The IDF was bracing for riots along the Gaza-Israel border on Friday, as some 15,000 demonstrators – a larger number than in recent weeks – were expected to gather to protest the suspension of Qatari cash transfers earmarked for civilian functionaries' wages.
Friday's protests could also be more violent than those of the past few weeks and security officials in the Gaza-surrounding communities were preparing for a barrage of cross-border incendiary devices. Some defense officials, however, believed violence levels would remain stable and the IDF therefore did not enhance its deployment along the frontier.
Earlier this week Israel asked Qatar to delay its monthly disbursement of $15 million to the Gaza Strip after a rocket was fired from the coastal enclave at Ashkelon, on Israel's southern coast, overnight Sunday.
It still wasn't clear if the funds would be transferred next week, a Palestinian official told Israel Hayom.
"Israel sent a message to Qatar that it would not allow the money transfer to Gaza, because Hamas was not honoring the cease-fire understandings and permitting incendiary balloons and rocket fire," the official said.
Qatar began making the monthly money transfers to Gaza last year as a way of mitigating the ongoing humanitarian crisis the residents of Gaza are enduring.
According to understandings reached with Egypt and Israel, Doha will transfer a total of $90 million in aid funds to Gaza.
Meanwhile, Egyptian intelligence officials visited the Hamas-ruled coastal enclave on Thursday to meet with the terrorist organization's political bureau chief, Ismail Haniyeh, and other Hamas officials.
A senior Hamas official told Palestinian news outlets that the Egyptian delegation's objective was to supervise the border protests and prevent an escalation with Israel.

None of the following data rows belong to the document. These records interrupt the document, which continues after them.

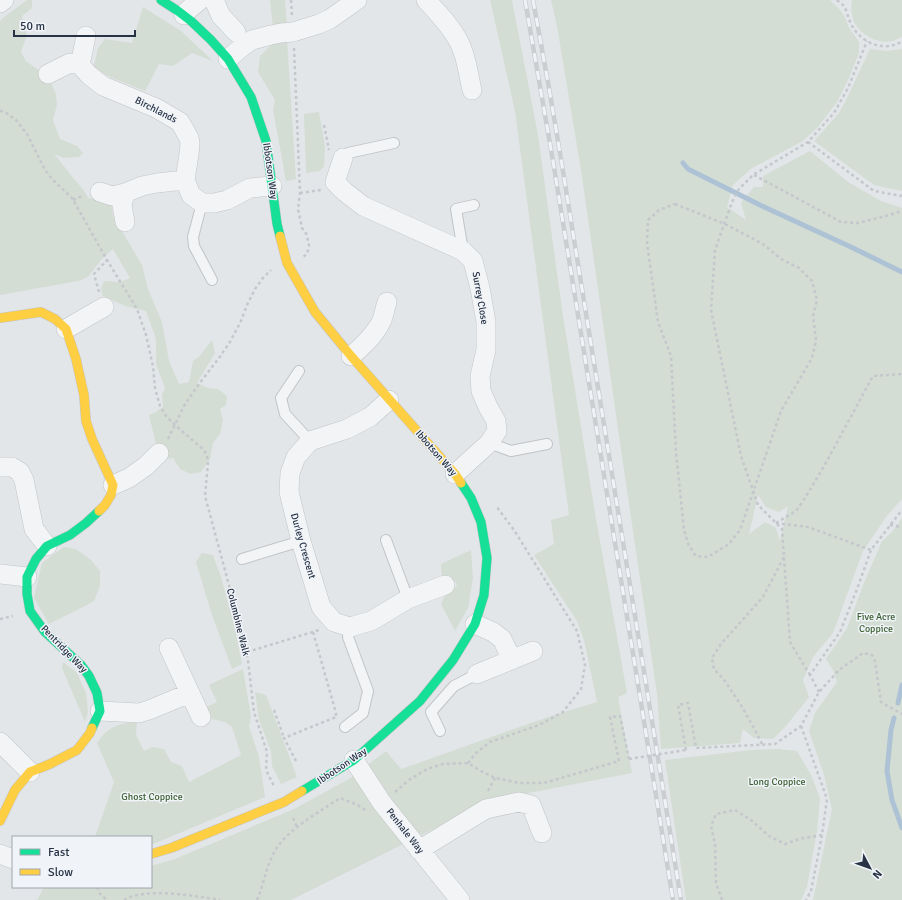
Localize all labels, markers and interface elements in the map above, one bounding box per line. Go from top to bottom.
scale bar [14,12,135,38]
text: 50 m [20,19,45,34]
street label: Birchlands [133,94,180,126]
street label: Ibbotson Way [260,142,280,200]
street label: Surrey Close [469,271,491,325]
street label: Ibbotson Way [413,428,459,479]
street label: Durley Crescent [288,512,318,581]
street label: Columbine Walk [224,587,252,657]
park label: Five Acre Coppice [857,611,895,635]
street label: Pentridge Way [38,623,90,676]
street label: Ibbotson Way [315,745,369,787]
park label: Long Coppice [748,776,806,788]
park label: Ghost Coppice [121,791,183,803]
street label: Penhale Way [384,806,427,856]
legend [12,836,152,888]
text: Fast [48,845,69,860]
north arrow [850,848,890,888]
text: Slow [48,865,73,880]
text: N [870,867,885,881]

Arab media outlets reported that a senior Egyptian intelligence official visited Israel, prior to being joined by the aforementioned delegation in Gaza, to discuss the expected border violence and possible fallout with his Israeli counterparts.
A report in the London-based pan-Arab daily Al-Araby Al-Jadeed said Israeli defense officials had asked Egypt to open the Rafah border crossing with Gaza in both directions to avoid "strangling" the Strip, which would likely increase the chances of an escalation.
On Tuesday, Egypt blocked Palestinians from entering the country from Gaza after Palestinian Authority personnel left the Rafah crossing and Hamas officers took their place.
Human rights groups say Rafah has been the sole exit point from Gaza for an estimated 95% of its population of 2 million.
PA employees were deployed to Gaza's border crossings with Israel and Egypt in 2017, a move that largely opened up Rafah for two-way traffic, after Egyptian mediation led to a Palestinian reconciliation deal that has since faltered.
The PA announced its pullout from Rafah on Sunday, accusing Hamas of undermining its operations and detaining some of its workers.